All of the records must be set down again word for word.

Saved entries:

*** Begin section ***

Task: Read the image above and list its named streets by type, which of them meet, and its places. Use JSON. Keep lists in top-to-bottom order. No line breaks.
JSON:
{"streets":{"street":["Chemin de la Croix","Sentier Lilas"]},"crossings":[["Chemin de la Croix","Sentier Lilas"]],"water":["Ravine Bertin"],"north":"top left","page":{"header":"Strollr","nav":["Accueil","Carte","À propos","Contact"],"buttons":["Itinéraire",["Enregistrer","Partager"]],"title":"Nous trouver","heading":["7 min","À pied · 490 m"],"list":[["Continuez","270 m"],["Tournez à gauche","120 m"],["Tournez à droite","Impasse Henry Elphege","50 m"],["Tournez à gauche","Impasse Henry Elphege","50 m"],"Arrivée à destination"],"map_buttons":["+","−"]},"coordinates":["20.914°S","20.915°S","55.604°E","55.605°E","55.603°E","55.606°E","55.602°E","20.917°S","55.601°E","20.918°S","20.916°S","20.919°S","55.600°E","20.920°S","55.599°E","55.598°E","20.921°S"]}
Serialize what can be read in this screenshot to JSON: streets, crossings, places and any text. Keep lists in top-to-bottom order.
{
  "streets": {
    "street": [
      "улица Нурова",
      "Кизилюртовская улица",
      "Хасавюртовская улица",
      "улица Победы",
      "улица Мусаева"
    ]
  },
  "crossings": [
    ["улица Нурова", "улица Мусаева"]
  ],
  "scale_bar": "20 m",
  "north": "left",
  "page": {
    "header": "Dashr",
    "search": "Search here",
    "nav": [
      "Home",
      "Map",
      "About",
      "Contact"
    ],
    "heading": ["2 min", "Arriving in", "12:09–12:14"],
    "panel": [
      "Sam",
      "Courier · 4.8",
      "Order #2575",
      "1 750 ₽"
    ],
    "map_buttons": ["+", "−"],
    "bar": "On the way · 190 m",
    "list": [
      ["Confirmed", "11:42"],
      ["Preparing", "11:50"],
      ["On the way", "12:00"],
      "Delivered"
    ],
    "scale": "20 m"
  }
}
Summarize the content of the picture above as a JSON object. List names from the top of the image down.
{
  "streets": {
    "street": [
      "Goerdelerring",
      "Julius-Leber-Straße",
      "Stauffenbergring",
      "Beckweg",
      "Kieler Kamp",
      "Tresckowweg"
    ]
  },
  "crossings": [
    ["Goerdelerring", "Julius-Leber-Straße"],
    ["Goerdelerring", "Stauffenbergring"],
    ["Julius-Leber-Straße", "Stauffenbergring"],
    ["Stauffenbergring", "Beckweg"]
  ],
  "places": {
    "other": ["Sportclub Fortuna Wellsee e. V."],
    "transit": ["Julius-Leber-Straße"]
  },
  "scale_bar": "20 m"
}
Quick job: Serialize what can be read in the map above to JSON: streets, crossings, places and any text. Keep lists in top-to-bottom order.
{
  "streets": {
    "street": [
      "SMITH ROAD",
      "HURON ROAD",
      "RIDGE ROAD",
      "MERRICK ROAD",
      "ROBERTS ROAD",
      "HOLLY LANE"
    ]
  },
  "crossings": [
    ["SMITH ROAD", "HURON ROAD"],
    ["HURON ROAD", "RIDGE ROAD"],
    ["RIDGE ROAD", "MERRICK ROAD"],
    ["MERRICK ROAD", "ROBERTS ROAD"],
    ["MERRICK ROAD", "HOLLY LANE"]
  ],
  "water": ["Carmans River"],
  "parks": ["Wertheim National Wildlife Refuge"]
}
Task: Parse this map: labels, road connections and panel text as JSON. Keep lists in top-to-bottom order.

*** End section ***

EXERCISE RESULT:
Task: Read the image above and list its named streets by type, which of them meet, and its places. Use JSON. Keep lists in top-to-bottom order. No line breaks.
JSON:
{"streets":{"street":["Chemin de la Croix","Sentier Lilas"]},"crossings":[["Chemin de la Croix","Sentier Lilas"]],"water":["Ravine Bertin"],"north":"top left","page":{"header":"Strollr","nav":["Accueil","Carte","À propos","Contact"],"buttons":["Itinéraire",["Enregistrer","Partager"]],"title":"Nous trouver","heading":["7 min","À pied · 490 m"],"list":[["Continuez","270 m"],["Tournez à gauche","120 m"],["Tournez à droite","Impasse Henry Elphege","50 m"],["Tournez à gauche","Impasse Henry Elphege","50 m"],"Arrivée à destination"],"map_buttons":["+","−"]},"coordinates":["20.914°S","20.915°S","55.604°E","55.605°E","55.603°E","55.606°E","55.602°E","20.917°S","55.601°E","20.918°S","20.916°S","20.919°S","55.600°E","20.920°S","55.599°E","55.598°E","20.921°S"]}
Serialize what can be read in this screenshot to JSON: streets, crossings, places and any text. Keep lists in top-to-bottom order.
{
  "streets": {
    "street": [
      "улица Нурова",
      "Кизилюртовская улица",
      "Хасавюртовская улица",
      "улица Победы",
      "улица Мусаева"
    ]
  },
  "crossings": [
    ["улица Нурова", "улица Мусаева"]
  ],
  "scale_bar": "20 m",
  "north": "left",
  "page": {
    "header": "Dashr",
    "search": "Search here",
    "nav": [
      "Home",
      "Map",
      "About",
      "Contact"
    ],
    "heading": ["2 min", "Arriving in", "12:09–12:14"],
    "panel": [
      "Sam",
      "Courier · 4.8",
      "Order #2575",
      "1 750 ₽"
    ],
    "map_buttons": ["+", "−"],
    "bar": "On the way · 190 m",
    "list": [
      ["Confirmed", "11:42"],
      ["Preparing", "11:50"],
      ["On the way", "12:00"],
      "Delivered"
    ],
    "scale": "20 m"
  }
}
Summarize the content of the picture above as a JSON object. List names from the top of the image down.
{
  "streets": {
    "street": [
      "Goerdelerring",
      "Julius-Leber-Straße",
      "Stauffenbergring",
      "Beckweg",
      "Kieler Kamp",
      "Tresckowweg"
    ]
  },
  "crossings": [
    ["Goerdelerring", "Julius-Leber-Straße"],
    ["Goerdelerring", "Stauffenbergring"],
    ["Julius-Leber-Straße", "Stauffenbergring"],
    ["Stauffenbergring", "Beckweg"]
  ],
  "places": {
    "other": ["Sportclub Fortuna Wellsee e. V."],
    "transit": ["Julius-Leber-Straße"]
  },
  "scale_bar": "20 m"
}
Quick job: Serialize what can be read in the map above to JSON: streets, crossings, places and any text. Keep lists in top-to-bottom order.
{
  "streets": {
    "street": [
      "SMITH ROAD",
      "HURON ROAD",
      "RIDGE ROAD",
      "MERRICK ROAD",
      "ROBERTS ROAD",
      "HOLLY LANE"
    ]
  },
  "crossings": [
    ["SMITH ROAD", "HURON ROAD"],
    ["HURON ROAD", "RIDGE ROAD"],
    ["RIDGE ROAD", "MERRICK ROAD"],
    ["MERRICK ROAD", "ROBERTS ROAD"],
    ["MERRICK ROAD", "HOLLY LANE"]
  ],
  "water": ["Carmans River"],
  "parks": ["Wertheim National Wildlife Refuge"]
}
Task: Parse this map: labels, road connections and panel text as JSON. Keep lists in top-to-bottom order.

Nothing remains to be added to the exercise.